TRY IT: What you return must match the records below character for character, except that no picture appears.

<<<<

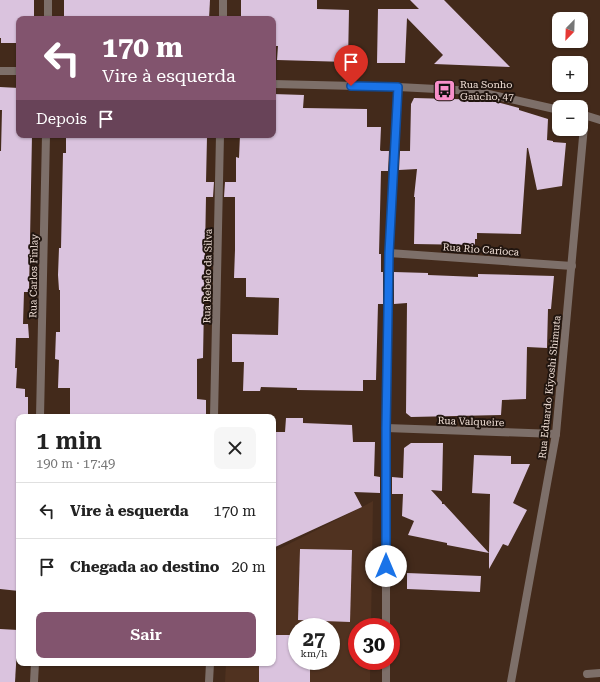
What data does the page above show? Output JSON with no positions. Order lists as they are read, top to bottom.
{
  "streets": {
    "street": [
      "Rua Rio Carioca",
      "Rua Carlos Finlay",
      "Rua Rebelo da Silva",
      "Rua Eduardo Kiyoshi Shimuta",
      "Rua Valqueire"
    ]
  },
  "crossings": [
    ["Rua Rio Carioca", "Rua Eduardo Kiyoshi Shimuta"],
    ["Rua Eduardo Kiyoshi Shimuta", "Rua Valqueire"]
  ],
  "places": {
    "bus stop": ["Rua Sonho Gaúcho, 47"]
  },
  "north": "bottom left",
  "page": {
    "map_buttons": ["+", "−"],
    "turn": ["170 m", "Vire à esquerda"],
    "then": "Depois",
    "heading": ["1 min", "190 m · 17:49"],
    "list": [
      {
        "name": "Vire à esquerda",
        "value": "170 m"
      },
      {
        "name": "Chegada ao destino",
        "value": "20 m"
      }
    ],
    "buttons": "Sair",
    "speed": "27 km/h",
    "limit": "30"
  }
}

>>>>

TASK SOLUTION:
What data does the page above show? Output JSON with no positions. Order lists as they are read, top to bottom.
{
  "streets": {
    "street": [
      "Rua Rio Carioca",
      "Rua Carlos Finlay",
      "Rua Rebelo da Silva",
      "Rua Eduardo Kiyoshi Shimuta",
      "Rua Valqueire"
    ]
  },
  "crossings": [
    ["Rua Rio Carioca", "Rua Eduardo Kiyoshi Shimuta"],
    ["Rua Eduardo Kiyoshi Shimuta", "Rua Valqueire"]
  ],
  "places": {
    "bus stop": ["Rua Sonho Gaúcho, 47"]
  },
  "north": "bottom left",
  "page": {
    "map_buttons": ["+", "−"],
    "turn": ["170 m", "Vire à esquerda"],
    "then": "Depois",
    "heading": ["1 min", "190 m · 17:49"],
    "list": [
      {
        "name": "Vire à esquerda",
        "value": "170 m"
      },
      {
        "name": "Chegada ao destino",
        "value": "20 m"
      }
    ],
    "buttons": "Sair",
    "speed": "27 km/h",
    "limit": "30"
  }
}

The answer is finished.